Friday, May 16, 2008

Many Sides to Every Story



As a journalist, I've long been aware of the low regard the public affords my profession. As a media critic myself, and one who launches many verbal attacks on the companies that control the traditional mainstream media, I probably add in some small way to general perception that journalism in our time is flawed.

So, it may seem counter-intuitive that I continue to think of my trade as a noble one. So many special interests maintain that they see a "liberal bias" in the press, or a "conservative bias." Conspiracy theorists invariably group "the media" into their fantasies, regardless of which other elements make up their story.

I am told, variously, that media are controlled by "multinational corporations," "MBA's," "Jews," "puppets," "sellouts," and "wannabe politicians." Trouble is, none of that rings true with my experience. The best evidence available suggests in fact that nobody controls the media.

Start with the people who actually do the work -- reporters. Anyone who thinks it is easy to tell a reporter what to do has never tried to. Inside our craft, those of us who produce original reporting are notoriously cranky and resistant to authority. Our training is at the core of our nature -- we seriously seek to root out every aspect of whatever story we cover.

The most critical aspect of journalistic methodology is learning how to become your own worst devil's advocate, i.e., how to be self-conscious enough about your own set of biases and unexamined assumptions to prevent them from coloring your work. This isn't easy (try it sometime), and most of us, being mere mortals, fail more often than we succeed.

But what is noble about the profession is that most of us try to be fair.

***

In this context, I recently read an article from The New York Times Sunday Magazine that demonstrated some of the values described above. I rarely find anything to read in the current iteration of that particular magazine; it seems to be edited for people unlike me or anyone I know.

But in the case of Ronald Lowenstein"s "Entitled to What?" (May 4, 2008), I discovered a gem. It's a very short story, less than one page of text. In it, Lowenstein analyzed the three major Presidential candidates' views on one of most important (if least mentioned) issues facing the nation: The future of social security and Medicare.

John McCain wants to reduce entitlement spending, including the possibility of cutting social security benefits. He has proposed offering a universal health credit but then make employer health plans taxable.

Clinton has proposed a national 401(k) plan, with the government matching the first $500-1,000 a worker sets aside. The idea is to provide incentive to lower income people to save for their retirement.

Obama also wants to require employers to enroll employees in 401(k) plans, and withhold 3 percent of their salaries in order to stimulate the equivalent of a national retirement system. Employees could still opt out, or choose a higher savings rate.

None of these three is proposing the traditional "New Deal" of a bygone era. All favor using market incentives to change people's behavior. McCain wants to contain costs, and end the fiction that health care is "free." The two Democrats want to persuade more people to become savers in this nation of debtors.

Elements of all three plans have merit. Yet you almost never hear any of this discussed on the campaign trail. Try as I might, I can find no trace of obvious bias in Lowenstein's article; he is respectful toward all three plans.

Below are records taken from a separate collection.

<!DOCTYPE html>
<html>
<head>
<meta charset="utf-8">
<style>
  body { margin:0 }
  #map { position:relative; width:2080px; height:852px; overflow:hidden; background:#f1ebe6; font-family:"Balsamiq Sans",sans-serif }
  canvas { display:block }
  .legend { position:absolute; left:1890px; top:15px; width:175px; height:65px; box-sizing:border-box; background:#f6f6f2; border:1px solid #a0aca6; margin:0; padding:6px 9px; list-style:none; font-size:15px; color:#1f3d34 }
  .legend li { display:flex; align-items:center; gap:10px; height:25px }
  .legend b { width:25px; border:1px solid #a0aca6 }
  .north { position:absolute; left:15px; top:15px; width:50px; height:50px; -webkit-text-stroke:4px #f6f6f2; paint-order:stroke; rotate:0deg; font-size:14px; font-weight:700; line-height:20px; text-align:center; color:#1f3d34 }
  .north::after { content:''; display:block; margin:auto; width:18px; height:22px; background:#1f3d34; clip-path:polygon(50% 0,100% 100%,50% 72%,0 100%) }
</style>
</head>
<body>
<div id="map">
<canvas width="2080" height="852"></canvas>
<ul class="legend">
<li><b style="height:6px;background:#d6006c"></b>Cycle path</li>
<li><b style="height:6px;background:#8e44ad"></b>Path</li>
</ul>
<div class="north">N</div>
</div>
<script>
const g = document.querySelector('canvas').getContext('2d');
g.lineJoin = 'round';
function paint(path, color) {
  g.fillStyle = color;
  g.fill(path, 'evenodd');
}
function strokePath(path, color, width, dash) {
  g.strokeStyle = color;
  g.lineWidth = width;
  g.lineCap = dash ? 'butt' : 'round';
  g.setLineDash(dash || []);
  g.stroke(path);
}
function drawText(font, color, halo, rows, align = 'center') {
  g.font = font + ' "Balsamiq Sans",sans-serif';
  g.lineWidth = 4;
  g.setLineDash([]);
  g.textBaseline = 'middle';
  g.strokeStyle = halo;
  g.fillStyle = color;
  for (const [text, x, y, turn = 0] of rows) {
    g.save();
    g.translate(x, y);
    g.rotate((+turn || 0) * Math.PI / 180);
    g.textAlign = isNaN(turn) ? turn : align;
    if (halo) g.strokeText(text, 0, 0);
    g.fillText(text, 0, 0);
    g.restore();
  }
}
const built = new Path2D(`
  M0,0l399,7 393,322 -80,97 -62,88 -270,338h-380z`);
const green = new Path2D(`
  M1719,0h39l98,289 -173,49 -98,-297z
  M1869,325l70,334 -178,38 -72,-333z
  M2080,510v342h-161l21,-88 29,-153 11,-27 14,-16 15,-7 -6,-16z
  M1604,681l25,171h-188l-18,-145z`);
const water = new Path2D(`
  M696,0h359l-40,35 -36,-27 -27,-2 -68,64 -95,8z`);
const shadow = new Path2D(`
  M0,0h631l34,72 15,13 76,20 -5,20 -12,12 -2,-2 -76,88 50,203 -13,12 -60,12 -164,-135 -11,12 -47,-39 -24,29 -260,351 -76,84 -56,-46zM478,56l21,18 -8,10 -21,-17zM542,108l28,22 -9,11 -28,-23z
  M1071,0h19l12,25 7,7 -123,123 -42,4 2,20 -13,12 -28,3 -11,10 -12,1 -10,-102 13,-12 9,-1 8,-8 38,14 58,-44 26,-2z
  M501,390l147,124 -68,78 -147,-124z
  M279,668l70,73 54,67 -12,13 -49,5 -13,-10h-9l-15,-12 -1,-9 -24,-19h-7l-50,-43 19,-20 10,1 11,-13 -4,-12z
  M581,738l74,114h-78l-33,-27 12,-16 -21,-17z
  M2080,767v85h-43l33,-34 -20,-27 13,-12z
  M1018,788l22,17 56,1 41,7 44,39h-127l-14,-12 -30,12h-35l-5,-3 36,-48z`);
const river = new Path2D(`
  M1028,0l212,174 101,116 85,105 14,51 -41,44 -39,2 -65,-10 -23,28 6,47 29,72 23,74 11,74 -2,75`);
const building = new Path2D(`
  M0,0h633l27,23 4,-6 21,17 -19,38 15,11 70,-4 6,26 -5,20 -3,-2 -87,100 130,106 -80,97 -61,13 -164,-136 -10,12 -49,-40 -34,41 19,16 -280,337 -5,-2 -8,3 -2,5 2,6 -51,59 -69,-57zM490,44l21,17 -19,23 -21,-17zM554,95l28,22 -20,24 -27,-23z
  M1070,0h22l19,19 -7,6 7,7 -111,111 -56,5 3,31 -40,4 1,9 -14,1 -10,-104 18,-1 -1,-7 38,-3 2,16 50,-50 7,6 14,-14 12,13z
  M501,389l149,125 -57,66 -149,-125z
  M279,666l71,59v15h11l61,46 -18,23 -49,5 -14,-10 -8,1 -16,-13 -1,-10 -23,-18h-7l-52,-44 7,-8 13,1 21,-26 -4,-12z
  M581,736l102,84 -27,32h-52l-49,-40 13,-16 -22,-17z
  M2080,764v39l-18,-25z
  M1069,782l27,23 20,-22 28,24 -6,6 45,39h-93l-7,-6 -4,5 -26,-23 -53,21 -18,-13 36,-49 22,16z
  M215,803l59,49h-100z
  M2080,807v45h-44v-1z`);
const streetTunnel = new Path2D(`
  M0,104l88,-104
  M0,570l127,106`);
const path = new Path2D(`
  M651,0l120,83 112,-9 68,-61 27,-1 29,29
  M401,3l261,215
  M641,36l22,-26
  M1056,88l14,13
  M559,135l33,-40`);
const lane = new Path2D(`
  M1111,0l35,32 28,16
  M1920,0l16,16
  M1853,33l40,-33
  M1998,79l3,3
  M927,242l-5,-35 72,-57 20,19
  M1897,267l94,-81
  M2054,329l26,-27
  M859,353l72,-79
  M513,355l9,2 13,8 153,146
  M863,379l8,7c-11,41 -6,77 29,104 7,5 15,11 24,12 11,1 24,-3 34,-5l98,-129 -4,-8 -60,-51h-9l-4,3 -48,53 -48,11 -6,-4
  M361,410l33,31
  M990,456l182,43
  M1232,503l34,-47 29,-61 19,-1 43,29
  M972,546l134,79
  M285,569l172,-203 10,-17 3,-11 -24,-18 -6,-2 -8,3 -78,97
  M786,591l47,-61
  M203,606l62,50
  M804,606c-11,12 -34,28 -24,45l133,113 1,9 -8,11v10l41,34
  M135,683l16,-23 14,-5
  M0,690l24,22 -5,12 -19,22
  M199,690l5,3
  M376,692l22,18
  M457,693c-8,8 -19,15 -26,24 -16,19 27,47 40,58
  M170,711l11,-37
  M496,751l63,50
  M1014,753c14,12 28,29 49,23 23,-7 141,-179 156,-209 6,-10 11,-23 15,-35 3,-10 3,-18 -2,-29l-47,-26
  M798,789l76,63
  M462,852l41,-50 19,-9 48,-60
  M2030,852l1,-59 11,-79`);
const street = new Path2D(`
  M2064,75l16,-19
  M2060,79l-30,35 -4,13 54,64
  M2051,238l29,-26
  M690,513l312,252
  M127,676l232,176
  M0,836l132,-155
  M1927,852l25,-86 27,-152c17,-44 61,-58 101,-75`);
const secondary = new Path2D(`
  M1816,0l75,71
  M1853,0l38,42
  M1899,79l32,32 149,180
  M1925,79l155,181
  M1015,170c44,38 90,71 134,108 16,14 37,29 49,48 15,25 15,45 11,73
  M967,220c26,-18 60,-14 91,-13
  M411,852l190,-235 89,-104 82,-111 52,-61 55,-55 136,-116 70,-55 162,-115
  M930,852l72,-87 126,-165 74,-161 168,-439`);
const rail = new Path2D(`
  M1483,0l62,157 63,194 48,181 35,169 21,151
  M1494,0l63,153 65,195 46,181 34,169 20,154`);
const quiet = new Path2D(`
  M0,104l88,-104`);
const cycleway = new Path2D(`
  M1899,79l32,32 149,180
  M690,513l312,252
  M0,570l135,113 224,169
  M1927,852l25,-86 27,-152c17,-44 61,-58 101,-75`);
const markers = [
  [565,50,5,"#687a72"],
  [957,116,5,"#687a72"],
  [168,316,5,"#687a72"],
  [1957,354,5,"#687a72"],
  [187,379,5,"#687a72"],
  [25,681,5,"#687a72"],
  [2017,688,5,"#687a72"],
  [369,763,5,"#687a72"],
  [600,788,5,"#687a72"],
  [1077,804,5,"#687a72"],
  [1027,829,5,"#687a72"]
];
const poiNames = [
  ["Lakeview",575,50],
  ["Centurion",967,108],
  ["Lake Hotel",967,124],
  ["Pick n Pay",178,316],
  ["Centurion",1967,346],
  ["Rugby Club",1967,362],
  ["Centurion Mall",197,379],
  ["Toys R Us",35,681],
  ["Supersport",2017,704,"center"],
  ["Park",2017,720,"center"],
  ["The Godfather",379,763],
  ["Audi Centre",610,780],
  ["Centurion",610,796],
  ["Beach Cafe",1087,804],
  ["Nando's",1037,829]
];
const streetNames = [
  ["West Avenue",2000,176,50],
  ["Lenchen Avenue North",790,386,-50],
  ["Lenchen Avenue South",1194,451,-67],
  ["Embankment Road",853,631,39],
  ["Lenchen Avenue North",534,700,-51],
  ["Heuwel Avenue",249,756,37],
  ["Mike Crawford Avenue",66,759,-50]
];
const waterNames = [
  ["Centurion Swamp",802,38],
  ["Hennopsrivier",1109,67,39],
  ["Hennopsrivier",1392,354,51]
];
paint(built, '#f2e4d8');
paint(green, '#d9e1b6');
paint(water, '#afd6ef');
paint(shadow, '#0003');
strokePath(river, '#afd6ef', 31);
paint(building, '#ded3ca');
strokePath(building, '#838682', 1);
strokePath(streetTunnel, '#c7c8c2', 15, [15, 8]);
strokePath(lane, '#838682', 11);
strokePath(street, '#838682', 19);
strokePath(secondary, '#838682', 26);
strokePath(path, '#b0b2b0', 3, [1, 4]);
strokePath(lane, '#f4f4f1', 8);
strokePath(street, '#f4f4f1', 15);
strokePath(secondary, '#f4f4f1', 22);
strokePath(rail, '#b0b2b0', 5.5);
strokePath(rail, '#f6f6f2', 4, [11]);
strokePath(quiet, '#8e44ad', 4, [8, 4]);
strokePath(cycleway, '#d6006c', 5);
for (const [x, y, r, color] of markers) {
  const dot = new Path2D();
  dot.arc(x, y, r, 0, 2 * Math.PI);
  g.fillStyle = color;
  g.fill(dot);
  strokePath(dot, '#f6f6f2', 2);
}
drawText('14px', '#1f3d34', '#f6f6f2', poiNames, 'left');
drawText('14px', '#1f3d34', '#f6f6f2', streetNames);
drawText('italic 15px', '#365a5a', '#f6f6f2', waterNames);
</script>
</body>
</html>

I realize this article might seem "boring" to many people, accustomed as they are to the infotainment that often passes for journalism in this era. But to me it represents the best journalists have to offer -- a concise, fair analysis of a critical issue that affects all of us, our children and grandchildren, free from bias or agenda.

And if that isn't noble in these troubles times, I'm at a loss to identify something that is.

-30-

1 comment:

DanogramUSA said...

David,

Roger Lowenstein's short article is all that you've described. It is a well written, concise review of 3 political candidates' stated intentions. He did allude to genuine weaknesses in each.

As an aside, his focus on only that proposed by the 3 candidates mentioned necessarily excludes a number of other credible proposals that have been floated for years. I don't mention this to insinuate that his article should have, just to state for the record that many of us believe there are far more realistic solutions available. Those of us who believe so have long felt that government created most of the entitlement nightmares looming now. Correcting these problems for the sake of our children and the generations to follow them will require political courage, and that is in desperately short supply.